- What you have to do -
Please repeat the records below exactly, skipping any pictures.

- The records -
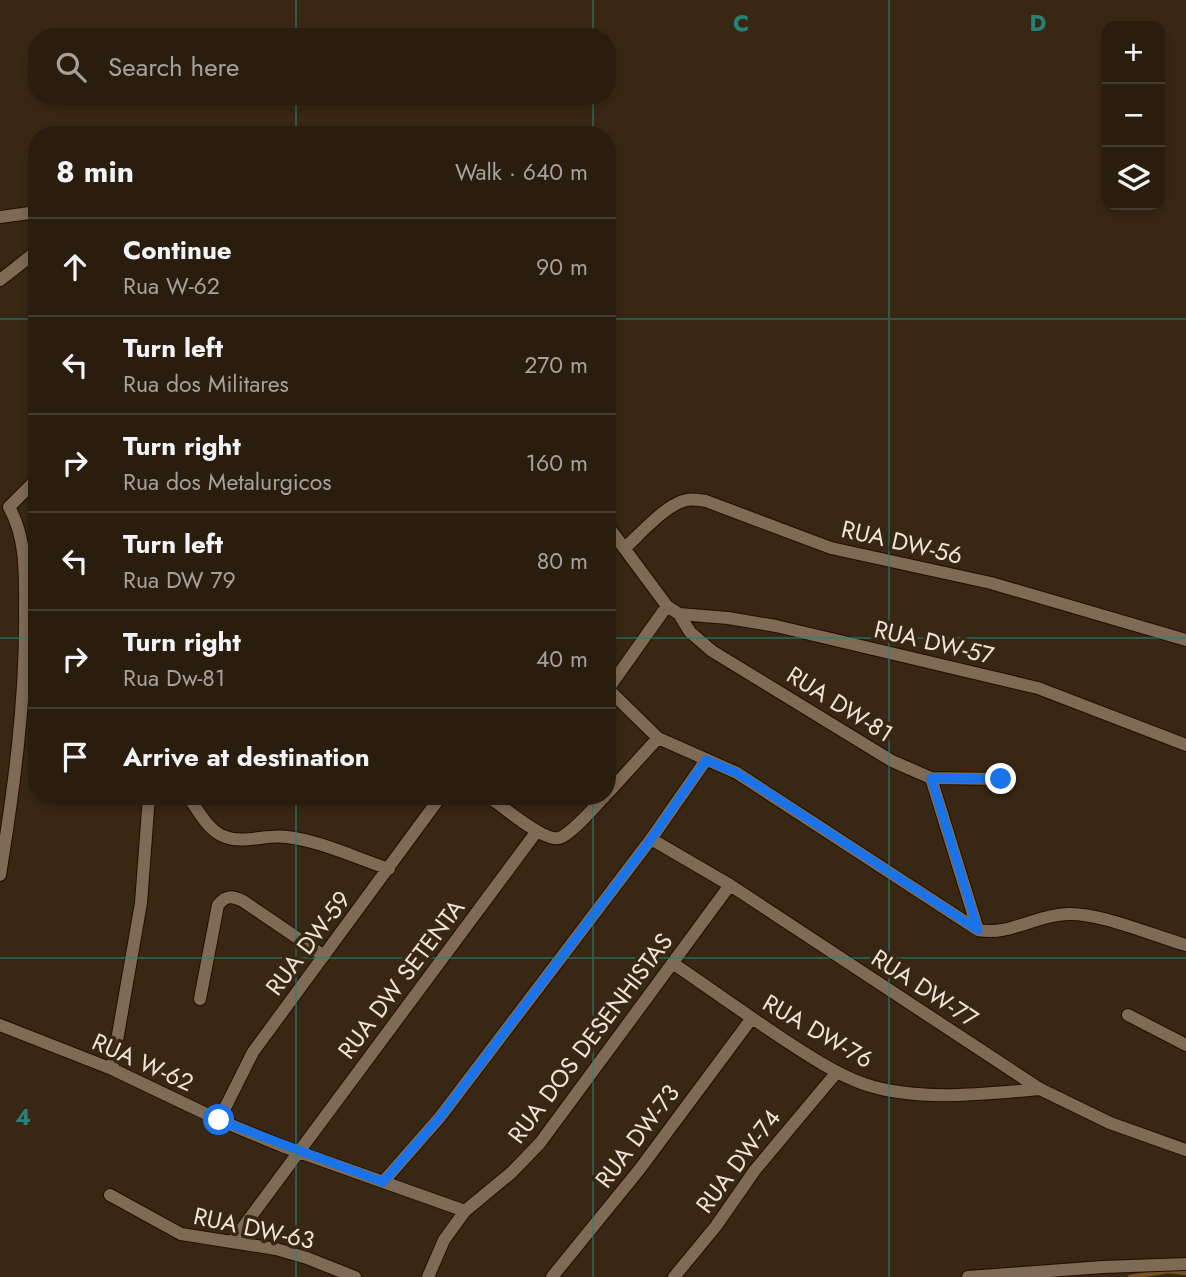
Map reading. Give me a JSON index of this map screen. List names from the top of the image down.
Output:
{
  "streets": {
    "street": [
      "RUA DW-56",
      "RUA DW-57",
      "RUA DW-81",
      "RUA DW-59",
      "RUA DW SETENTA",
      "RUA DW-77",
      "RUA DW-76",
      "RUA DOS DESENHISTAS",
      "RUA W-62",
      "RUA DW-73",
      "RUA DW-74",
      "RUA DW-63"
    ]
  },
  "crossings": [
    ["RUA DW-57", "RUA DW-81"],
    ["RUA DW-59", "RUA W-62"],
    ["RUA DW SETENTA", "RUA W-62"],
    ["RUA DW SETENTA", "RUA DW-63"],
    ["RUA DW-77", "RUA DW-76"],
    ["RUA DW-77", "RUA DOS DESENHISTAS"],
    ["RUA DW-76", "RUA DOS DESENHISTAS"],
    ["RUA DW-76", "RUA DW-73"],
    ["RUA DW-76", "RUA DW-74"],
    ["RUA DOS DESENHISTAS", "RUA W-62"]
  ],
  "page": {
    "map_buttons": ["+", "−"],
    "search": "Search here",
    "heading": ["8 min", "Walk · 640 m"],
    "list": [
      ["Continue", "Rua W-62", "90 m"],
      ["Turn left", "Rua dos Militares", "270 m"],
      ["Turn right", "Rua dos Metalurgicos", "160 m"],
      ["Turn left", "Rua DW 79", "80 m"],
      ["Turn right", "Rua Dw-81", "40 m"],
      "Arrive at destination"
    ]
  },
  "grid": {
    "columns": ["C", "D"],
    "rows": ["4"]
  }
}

- Output below -
Map reading. Give me a JSON index of this map screen. List names from the top of the image down.
Output:
{
  "streets": {
    "street": [
      "RUA DW-56",
      "RUA DW-57",
      "RUA DW-81",
      "RUA DW-59",
      "RUA DW SETENTA",
      "RUA DW-77",
      "RUA DW-76",
      "RUA DOS DESENHISTAS",
      "RUA W-62",
      "RUA DW-73",
      "RUA DW-74",
      "RUA DW-63"
    ]
  },
  "crossings": [
    ["RUA DW-57", "RUA DW-81"],
    ["RUA DW-59", "RUA W-62"],
    ["RUA DW SETENTA", "RUA W-62"],
    ["RUA DW SETENTA", "RUA DW-63"],
    ["RUA DW-77", "RUA DW-76"],
    ["RUA DW-77", "RUA DOS DESENHISTAS"],
    ["RUA DW-76", "RUA DOS DESENHISTAS"],
    ["RUA DW-76", "RUA DW-73"],
    ["RUA DW-76", "RUA DW-74"],
    ["RUA DOS DESENHISTAS", "RUA W-62"]
  ],
  "page": {
    "map_buttons": ["+", "−"],
    "search": "Search here",
    "heading": ["8 min", "Walk · 640 m"],
    "list": [
      ["Continue", "Rua W-62", "90 m"],
      ["Turn left", "Rua dos Militares", "270 m"],
      ["Turn right", "Rua dos Metalurgicos", "160 m"],
      ["Turn left", "Rua DW 79", "80 m"],
      ["Turn right", "Rua Dw-81", "40 m"],
      "Arrive at destination"
    ]
  },
  "grid": {
    "columns": ["C", "D"],
    "rows": ["4"]
  }
}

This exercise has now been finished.